Thoughts from a Retirement Coach
By Mariella Vigneux, MBA, ACC
Certified Professional Coach
When you meet someone new, do you pay attention to what you tell them about yourself? It is in these conversations that we create images about our identity. We select stories and events from our past to shape people’s views of us.
Are we telling them that we’re happy? Successful? Busy, busy, busy? Are we telling them where we live, what we do for a living, how many kids we have?
How do you define yourself? For those who have retired, has the way you define yourself changed?
Stories from Newfoundland
I recently spent a month driving around Newfoundland with my partner, my sister, and my brother-in-law. We stood out from the local residents: we talked differently, we had a canoe on the car in the icy month of May, and our car had an Ontario licence plate. So, people struck up conversations with us. “Where you from,” they’d ask. “We’re from Ontario,” we’d say. “Not Toronto,” we’d be quick to add. “We live a couple of hours outside of Toronto.” We were anticipating an aversion to Toronto-centric Ontarians. We were trying to identify ourselves as okay people, even though, to them, we are westerners. (Sorry, Torontonians. I know you are okay people too.)
Then the Newfoundlanders would tell us a bit about themselves, defining themselves through their stories, interests, and way of interacting.
We met Bruce in Deer Lake. He came to return our lost cell phone. Bruce seemed to be a helper, and not only for us. He told of giving his employee extra money to help her out, as her husband was near death. Bruce was absolutely passionate about motorcycles, showing us his 800-lb. machine with great pride. He wanted us to visit the place of his ancestors. He was a person who had worked in numerous types of work. Bruce was an enthusiast.
The commercial fisherman we met in La Scie loved people. He was once a tour guide by profession, always a lover of conversation, a seeker of information, a tour guide in life.
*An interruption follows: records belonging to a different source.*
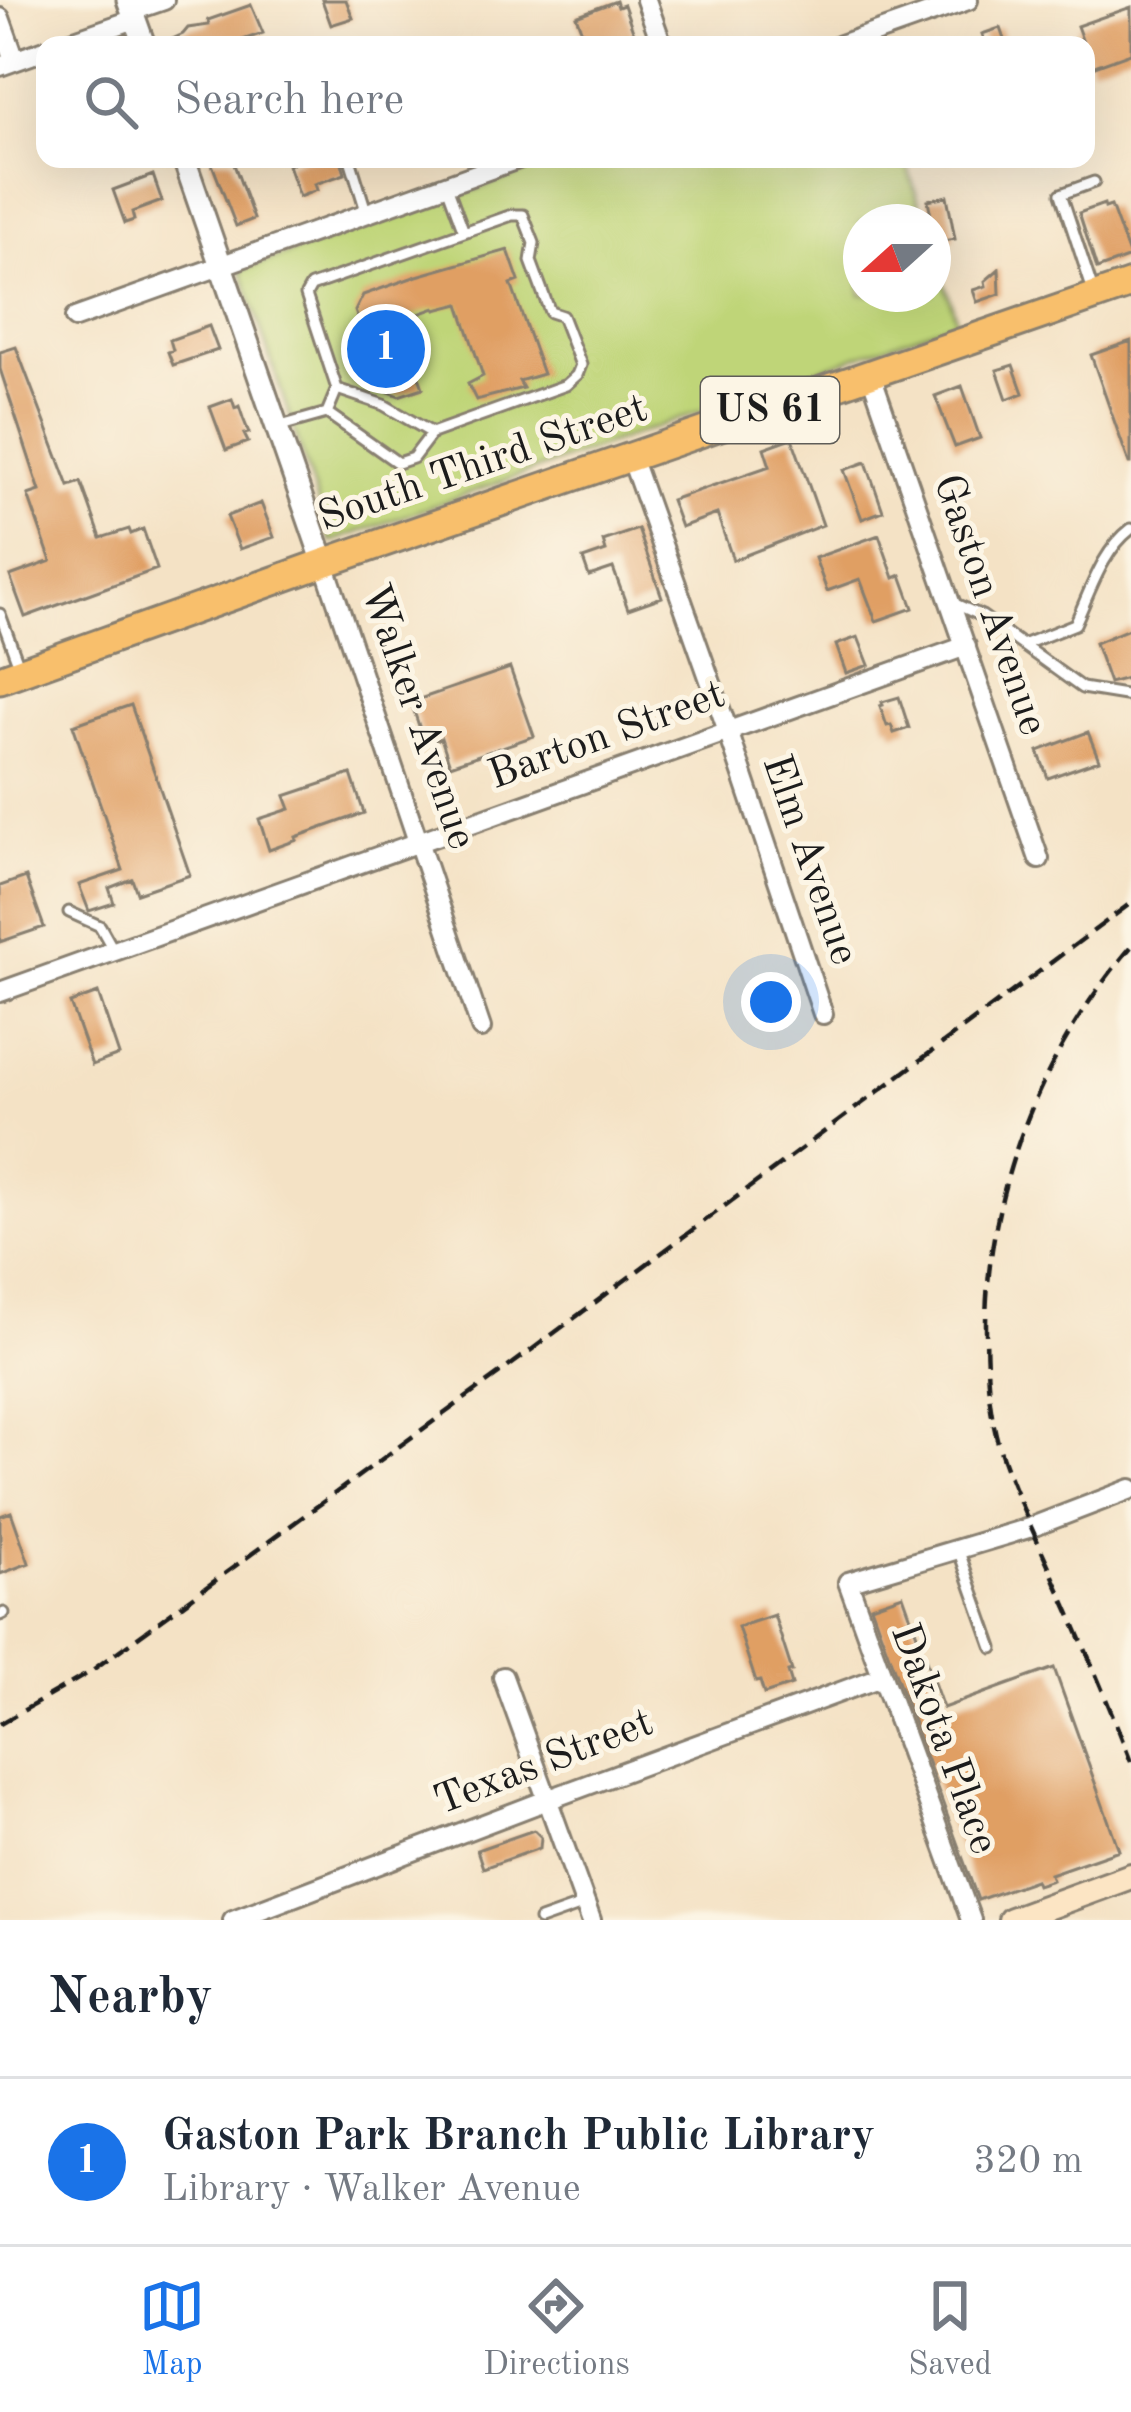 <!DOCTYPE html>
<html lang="en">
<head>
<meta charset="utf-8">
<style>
  body { margin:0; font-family:"Old Standard TT",serif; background:#f6f6f7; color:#1f2937 }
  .compass { position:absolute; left:843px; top:204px; width:108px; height:108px; border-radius:50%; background:#fff; box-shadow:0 12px 48px #0002; rotate:249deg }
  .you { position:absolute; left:771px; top:1002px; width:42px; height:42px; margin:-30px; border:9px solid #fff; border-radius:50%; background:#1a73e8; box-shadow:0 0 0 18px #1a73e833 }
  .badge { display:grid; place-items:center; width:78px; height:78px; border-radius:50%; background:#1a73e8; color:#fff; font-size:39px; font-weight:700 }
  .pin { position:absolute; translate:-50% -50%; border:6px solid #fff; box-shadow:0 3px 12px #0006 }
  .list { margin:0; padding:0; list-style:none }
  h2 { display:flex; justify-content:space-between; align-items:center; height:156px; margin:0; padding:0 48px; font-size:51px }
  h2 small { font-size:39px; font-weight:400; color:#747a83 }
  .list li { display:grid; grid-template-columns:78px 1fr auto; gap:36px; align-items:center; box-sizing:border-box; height:168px; padding:0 48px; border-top:3px solid #e0e1e3 }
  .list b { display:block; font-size:45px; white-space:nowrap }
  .list p { margin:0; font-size:39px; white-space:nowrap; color:#747a83 }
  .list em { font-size:39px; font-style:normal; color:#747a83 }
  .icon { flex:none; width:66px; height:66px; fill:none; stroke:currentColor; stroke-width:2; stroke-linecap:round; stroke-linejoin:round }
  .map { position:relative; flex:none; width:1131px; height:1920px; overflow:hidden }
  .search { position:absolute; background:#fff; box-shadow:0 12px 48px #0002; left:36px; right:36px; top:36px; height:132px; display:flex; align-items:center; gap:30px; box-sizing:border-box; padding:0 42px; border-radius:24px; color:#747a83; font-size:45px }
  .sheet { height:324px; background:#fff }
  nav { display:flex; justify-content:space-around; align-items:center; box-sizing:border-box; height:168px; border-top:3px solid #e0e1e3; background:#fff; font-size:33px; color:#747a83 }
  nav a { display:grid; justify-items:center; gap:6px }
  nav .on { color:#1a73e8 }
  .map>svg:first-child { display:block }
</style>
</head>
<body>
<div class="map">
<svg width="1131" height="1920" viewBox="0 0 1131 1920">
  <rect width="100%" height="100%" fill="#fcf5e5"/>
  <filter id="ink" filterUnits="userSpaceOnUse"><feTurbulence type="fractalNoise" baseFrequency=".00833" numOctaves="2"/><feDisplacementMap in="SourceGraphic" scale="24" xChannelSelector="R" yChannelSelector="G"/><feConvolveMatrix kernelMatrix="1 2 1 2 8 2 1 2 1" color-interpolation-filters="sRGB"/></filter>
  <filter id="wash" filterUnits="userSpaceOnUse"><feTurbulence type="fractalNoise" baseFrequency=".004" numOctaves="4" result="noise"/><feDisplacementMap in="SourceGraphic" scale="48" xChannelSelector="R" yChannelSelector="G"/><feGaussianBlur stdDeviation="2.7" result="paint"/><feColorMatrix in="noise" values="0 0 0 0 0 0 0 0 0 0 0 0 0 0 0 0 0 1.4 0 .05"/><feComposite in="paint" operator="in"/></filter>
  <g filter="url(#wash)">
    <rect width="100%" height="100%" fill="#f4e2c5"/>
    <!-- green -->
    <path fill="#bfd578" stroke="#6e784a" stroke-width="3" d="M563,159H905L925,222H861V294H933V247L957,321L331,542L241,270Z"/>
    <g id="blocks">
      <!-- building -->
      <path fill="#e09f63" d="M322,0H346L353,18L331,25Z
        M616,1L618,7L624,5L638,45H587L576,16Z
        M251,5L263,33L237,42L238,45H159L183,34L188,28L209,25L208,20Z
        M1131,7V53L1092,67L1077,26Z
        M1000,28L1006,45H986L982,34Z
        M210,159H232L254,219L236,226Z
        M303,159H341L345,174L315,184L317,190L299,197L288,165Z
        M153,175L162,201L132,212L134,220L125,223L113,190Z
        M947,196L955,239L936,242L928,200Z
        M1104,204L1105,208L1111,206L1130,257L1097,269L1079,213Z
        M508,250L519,281L511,284L543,374L519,381L523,388L476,400L468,384L483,376L459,304L436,310L435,308L399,321L423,388L399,396L382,389L373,364L369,366L357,334L363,332L355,311L363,295L417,276Z
        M999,269L1000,294L977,302L973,290L986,286L985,281Z
        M209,326L218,350L173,365L168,352L173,350L170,340Z
        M1131,341V463H1129L1091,355Z
        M16,347L69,486L81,482L101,538L129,529L131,534L143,529L157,569L25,617L10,576L51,561L28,495L40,491L0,369V352Z
        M1013,365L1023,393L1007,399L997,370Z
        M962,386L980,438L955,447L935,396Z
        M232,399L235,408L239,406L243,418L249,433L244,434L248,442L226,450L210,407Z
        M792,438L823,525L733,560L717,514L681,527L671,500L770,466L764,448Z
        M866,462L883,511L862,519L844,470Z
        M261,503L274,537L240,549L227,516Z
        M638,529L662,597L628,609L613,568L589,576L583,559L606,551L603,541Z
        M879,535L894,578L901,575L913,608L876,621L860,579L827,591L815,558Z
        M1131,628V677L1109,683L1095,643Z
        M858,637L869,665L846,673L836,645Z
        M510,668L534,736L450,765L441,738L425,744L411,702Z
        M899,697L909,728L894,733L891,725L887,726L880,706L883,705L882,702Z
        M131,705L190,875L137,893L132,879L109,888L114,903L89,911L79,885L123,870L73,725Z
        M1088,732L1099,760L1048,778L1038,751Z
        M351,774L364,813L296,837L297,840L269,850L259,819L290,809L285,796Z
        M26,877L44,927L0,942V886Z
        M98,993L119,1055L92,1065L70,1003Z
        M11,1512L29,1563L0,1574V1516Z
        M903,1595L943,1708L1054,1668L1119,1850L1050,1874L1052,1880L1037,1885L1035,1880L978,1900L871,1606Z
        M774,1615L792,1671L788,1672L792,1685L764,1694L760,1681L756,1682L738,1627Z
        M534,1830L541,1837L540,1848L483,1868L477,1850Z"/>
    </g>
  </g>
  <g filter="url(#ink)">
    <use href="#blocks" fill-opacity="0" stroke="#887f70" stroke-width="3"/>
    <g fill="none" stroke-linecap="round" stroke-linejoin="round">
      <!-- service casing -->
      <g stroke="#887f70" stroke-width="15">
        <path id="service" d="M350,159L367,214
          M447,186L464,232
          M1093,291L1061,194L1094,182
          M337,389L384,405L432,433
          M277,427L327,413L398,463L413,458L432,433L566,385L577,375L581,365L562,316L550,312L531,261L534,243L523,215H512L311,286L306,295L337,389L327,413
          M951,602L982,616L1082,688L1131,696
          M0,614L19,666
          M1025,644L1075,624C1090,592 1102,551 1131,529
          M69,912L100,926L114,951
          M958,1549L993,1648
          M0,1615L4,1613
          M540,1920L585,1904"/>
      </g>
      <!-- minor casing -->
      <g stroke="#887f70" stroke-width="24">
        <path id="minor" d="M646,0L662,45
          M132,11L164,0
          M0,18L15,60
          M60,45L135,19
          M840,45L968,0
          M0,66L45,50
          M75,318L518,159
          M871,375L1039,859
          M631,457L728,731L823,1014
          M324,563L481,1028
          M0,992L966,646
          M503,1677L591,1920
          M233,1920L547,1800L881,1677
          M971,1920L848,1582L1032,1527L1131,1489"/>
      </g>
      <!-- tertiary casing -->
      <g stroke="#887f70" stroke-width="27">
        <path id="tertiary" d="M128,0L144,45
          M184,159L324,563"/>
      </g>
      <!-- secondary casing -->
      <g stroke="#887f70" stroke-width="30">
        <path id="secondary" d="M1011,1920L1131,1876"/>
      </g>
      <!-- primary casing -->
      <g stroke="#887f70" stroke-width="33">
        <path id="primary" d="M0,679L324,563L1131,284"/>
      </g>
      <!-- service -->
      <use href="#service" stroke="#fff" stroke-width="9"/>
      <!-- minor -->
      <use href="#minor" stroke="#fff" stroke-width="18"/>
      <!-- tertiary -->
      <use href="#tertiary" stroke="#fff" stroke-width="21"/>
      <!-- secondary -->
      <use href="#secondary" stroke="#fce5c4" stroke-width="24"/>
      <!-- primary -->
      <use href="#primary" stroke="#f8bf6c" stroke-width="27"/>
      <!-- rail -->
      <path stroke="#1c1c1c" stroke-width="4.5" stroke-dasharray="18 9" stroke-linecap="butt" d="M1131,947C1042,1051 988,1186 986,1323C986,1368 988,1416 1003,1459C1018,1501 1039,1543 1057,1585C1083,1643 1108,1702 1131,1762
        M0,1724L87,1674L530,1351L1131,903"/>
    </g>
  </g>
  <g text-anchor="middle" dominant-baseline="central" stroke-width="10" stroke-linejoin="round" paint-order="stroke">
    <!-- shield labels -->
    <rect fill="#fcf5e5" stroke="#5f5d58" stroke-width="3" x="701" y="377" width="138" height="66" rx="9"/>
    <g font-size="39" font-weight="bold" fill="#1c1c1c">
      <text x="770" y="410">US 61</text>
    </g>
    <!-- street labels -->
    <g font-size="42" fill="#1c1c1c" stroke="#fcf5e5">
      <text transform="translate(483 464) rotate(-19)">South Third Street</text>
      <text transform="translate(989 605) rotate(71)">Gaston Avenue</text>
      <text transform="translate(417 717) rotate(71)">Walker Avenue</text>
      <text transform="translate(607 736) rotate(-20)">Barton Street</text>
      <text transform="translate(809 860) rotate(71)">Elm Avenue</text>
      <text transform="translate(943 1739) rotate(70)">Dakota Place</text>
      <text transform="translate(544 1763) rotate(-21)">Texas Street</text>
    </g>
  </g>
</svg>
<svg class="compass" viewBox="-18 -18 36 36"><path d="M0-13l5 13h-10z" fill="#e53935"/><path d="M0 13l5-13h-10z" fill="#747a83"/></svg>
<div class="you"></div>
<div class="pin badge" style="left:386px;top:349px">1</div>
<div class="search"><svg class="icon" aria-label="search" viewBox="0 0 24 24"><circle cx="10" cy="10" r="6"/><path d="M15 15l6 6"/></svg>Search here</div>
</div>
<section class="sheet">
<h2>Nearby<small></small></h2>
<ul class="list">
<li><span class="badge">1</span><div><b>Gaston Park Branch Public Library</b><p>Library · Walker Avenue</p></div><em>320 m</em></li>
</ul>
</section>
<nav>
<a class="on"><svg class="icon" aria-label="map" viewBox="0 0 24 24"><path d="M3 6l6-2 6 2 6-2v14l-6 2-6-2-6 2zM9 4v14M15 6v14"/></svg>Map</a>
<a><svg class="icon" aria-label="directions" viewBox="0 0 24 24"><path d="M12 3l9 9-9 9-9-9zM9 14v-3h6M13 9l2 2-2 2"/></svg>Directions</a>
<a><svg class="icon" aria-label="saved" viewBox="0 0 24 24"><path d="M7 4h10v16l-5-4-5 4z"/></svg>Saved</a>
</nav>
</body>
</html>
We talked with a waitress in a fish processing town. Even though she seemed unclear about the shrimp quota cutback, and about who she felt was in the right and who was in the wrong, she was very clear in telling us that the world is an unjust place.
Wayne, who kept popping up to entertain us in different villages, was a consummate storyteller, bringing humour to all conversations. His tales were of hardship as a youth, his tale-telling full of contagious laughter.
Raymond, the Bed and Breakfast operator, wanted to please. He stayed up until 2:30 in the morning learning how to bake brioche for us, because we said we liked it. His passion was old cars; he loved fixing them up and eventually selling them (usually at a loss).
What do we say?
I can’t remember saying much about myself to the people we met, and what I did say would have given them a very sketchy view of who I am.
Should I have told them all about the things I love? I could have said that I love where I live, where I hear only the sound of wind in the trees, where the air is filled with the fragrance of white peonies and lilacs. In winter, the snow is up to my knees. I can ski from my front doorstep. I have 120-year-old maple trees standing as sentinels around my house. Colourful birds come to my birdfeeders all year, and I see bird nests fill and empty each spring. My work allows me to sit with people to hear about their hopes and dreams, their struggles, and fears. My life is full of people I love. I have nine siblings all of whom love each other. And I have a huge, laughing, extended family. I’m looking forward to creating a book. My two cats are extremely affectionate. Etcetera.
Should I have told them I sometimes worry about money? That I often doubt myself? That I strive too much?
They would have received a clearer impression of who I am. But do new acquaintances want to hear about my worries and doubts? Probably not. Do they want to hear about what I love, or would they consider it boastful? Might it even create envy?
What’s the point?
If the purpose of meeting new people is to forge a connection, we want what we say about ourselves to be as accurate as possible. We’re looking for commonalities, for ways to create a bond: Do we know the same people? Do we share a passion? Have we visited the same places? Do we have the same values? It’s a conversational dance, one that requires us to speak honestly and to listen intently.
I guess that is why it is important to listen to how we define ourselves. Do we like what we’re hearing? What are we leaving out, and why? Are our stories old, outdated, no longer relevant? Could we tell stories that are closer to what makes us tick, closer to what’s important to us now? Heck, if we can’t focus on what’s important to us at this age, when will we? And what if we were to focus more on hopes, on what’s new, and on where we’re headed, instead of on where we’ve been and the troubles we’ve had.
A tinker? A tailor?
It’s difficult to make strong personal connections unless we know ourselves. Who are you – really? Perhaps you are a person who mends things. Saves things. A problem-solver. An appreciator of beauty. A creator of beauty. A survivor. An adventurer. Maybe you are a people-broker. Or a warrior for the downtrodden. One who loves and is loved. One who questions. One who takes care of people. Or maybe you are a dreamer, an organizer of chaos, a seeker, a striver, or a builder. Maybe you are all of these things.
And perhaps the profound question is not “Who do you SAY you are” or even “Who are you?”
Maybe it is “Are you who you want to be?” But that’s a whole different question!